Model 3. Mixed economy (centered at the top of the graph paper)

Economic features:  This mixed model draws the most desirable economic features from both the left (economic security) and right (competition) to construct the fairest, most equal economic structure possible. As an example from the right: where true competition exists under capitalism, prices are held down for consumers (though corporations constantly try to eliminate competitors whose existence forces them to constrain their consumer prices).  An example from the left:  use of planning, a favored tool of socialism and communism, enables government to set goals, manage budgets and activities toward achieving the goals, and avoid the stock market crashes that are inevitable under unplanned laissez faire capitalism. A mixed economy typically encourages cooperative employee ownership of workplaces, requires paying employees a living wage, and outlaws financial speculation that produces nothing but profit. It limits the size to which private businesses may grow, and comprehensively regulates private enterprise.

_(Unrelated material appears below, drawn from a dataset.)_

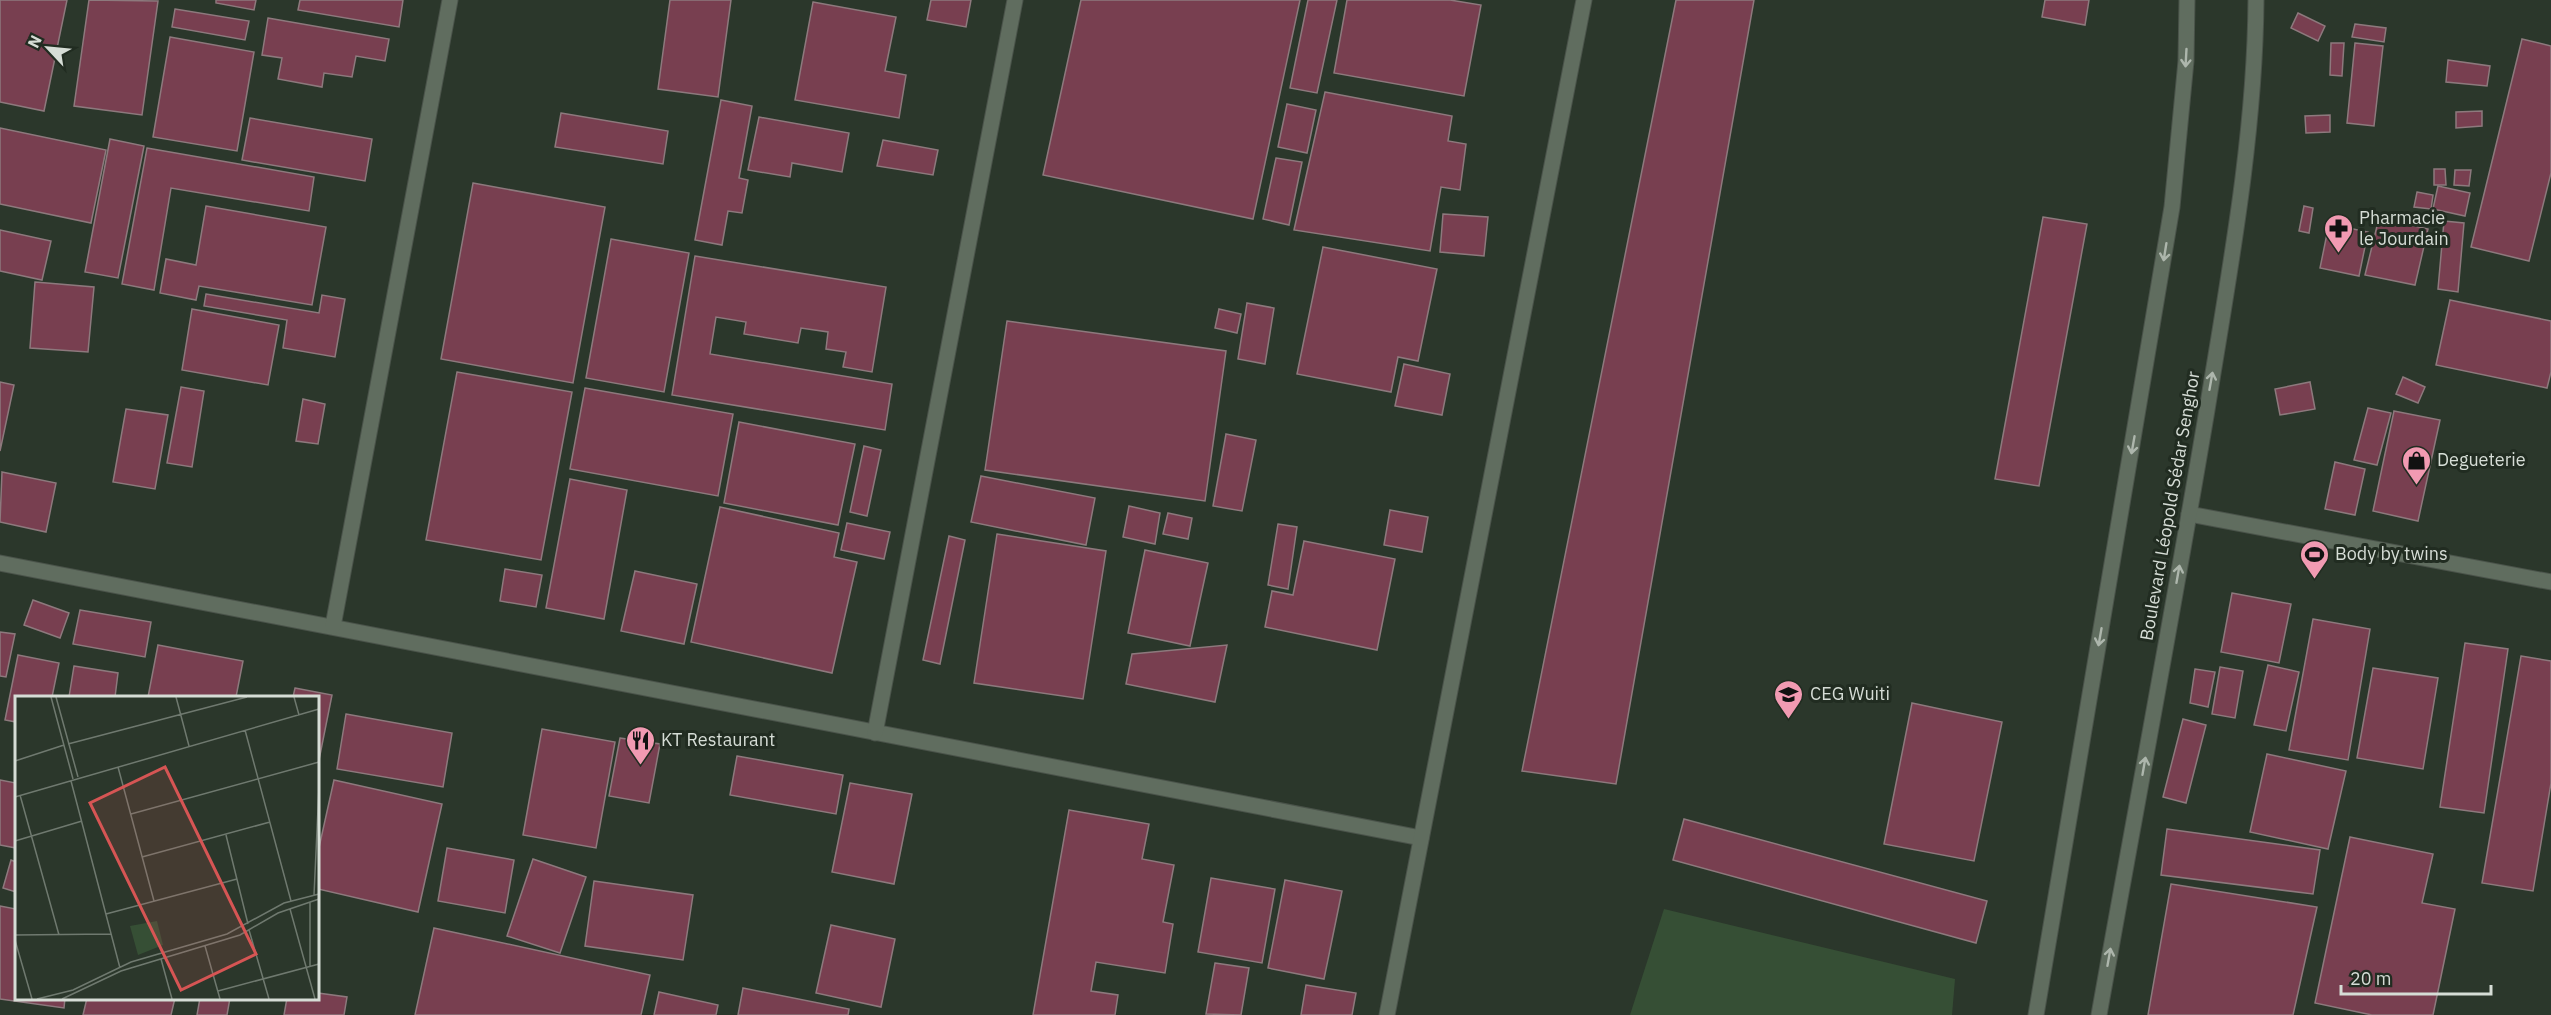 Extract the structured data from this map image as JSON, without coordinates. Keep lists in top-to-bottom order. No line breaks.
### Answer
{"streets":{"street":["Boulevard Léopold Sédar Senghor"]},"places":{"pharmacy":["Pharmacie le Jourdain"],"shop":["Degueterie"],"sports":["Body by twins"],"school or university":["CEG Wuiti"],"restaurant":["KT Restaurant"]},"scale_bar":"20 m","north":"top left"}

Political features:  Highly democratic, its highest values are personal freedom, human rights, and economic adequacy. Its paramount goal is “what’s best for all the people.”

Example:  No known examples of this model exist today, though several of its features are variously reflected in Germany, Scandinavia, Spain and other countries.


Model 4. Moderated capitalism (halfway between center and right; halfway down the page)

Economic features:  Private ownership of the means of production is a high priority. Public-interest regulation of private enterprise is a low priority. It is widely assumed, without verification, that unplanned market competition’s “invisible hand” will produce the best of all possible worlds, like Pangloss mentoring Candide. Monopolies and too-big-to-fail corporations are permitted to merge and grow to multi-national dimensions uncontrollable by any government. Government operates much of its large bureaucracy but increasingly contracts public governmental functions out to private corporations.

Political features:  Largely democratic but trending toward oligopoly accompanied by increasingly extreme inequality of wealth, steady decline of the middle class, and increasing impoverishment of ever greater numbers of citizens. Unconstrained corporate lobbyists wield decisive influence over legislative, executive and judicial branches of government..

Example:  Great Britain, Australia, Canada and the United States are prime examples of this model, though the U.S. is trending toward Model 5.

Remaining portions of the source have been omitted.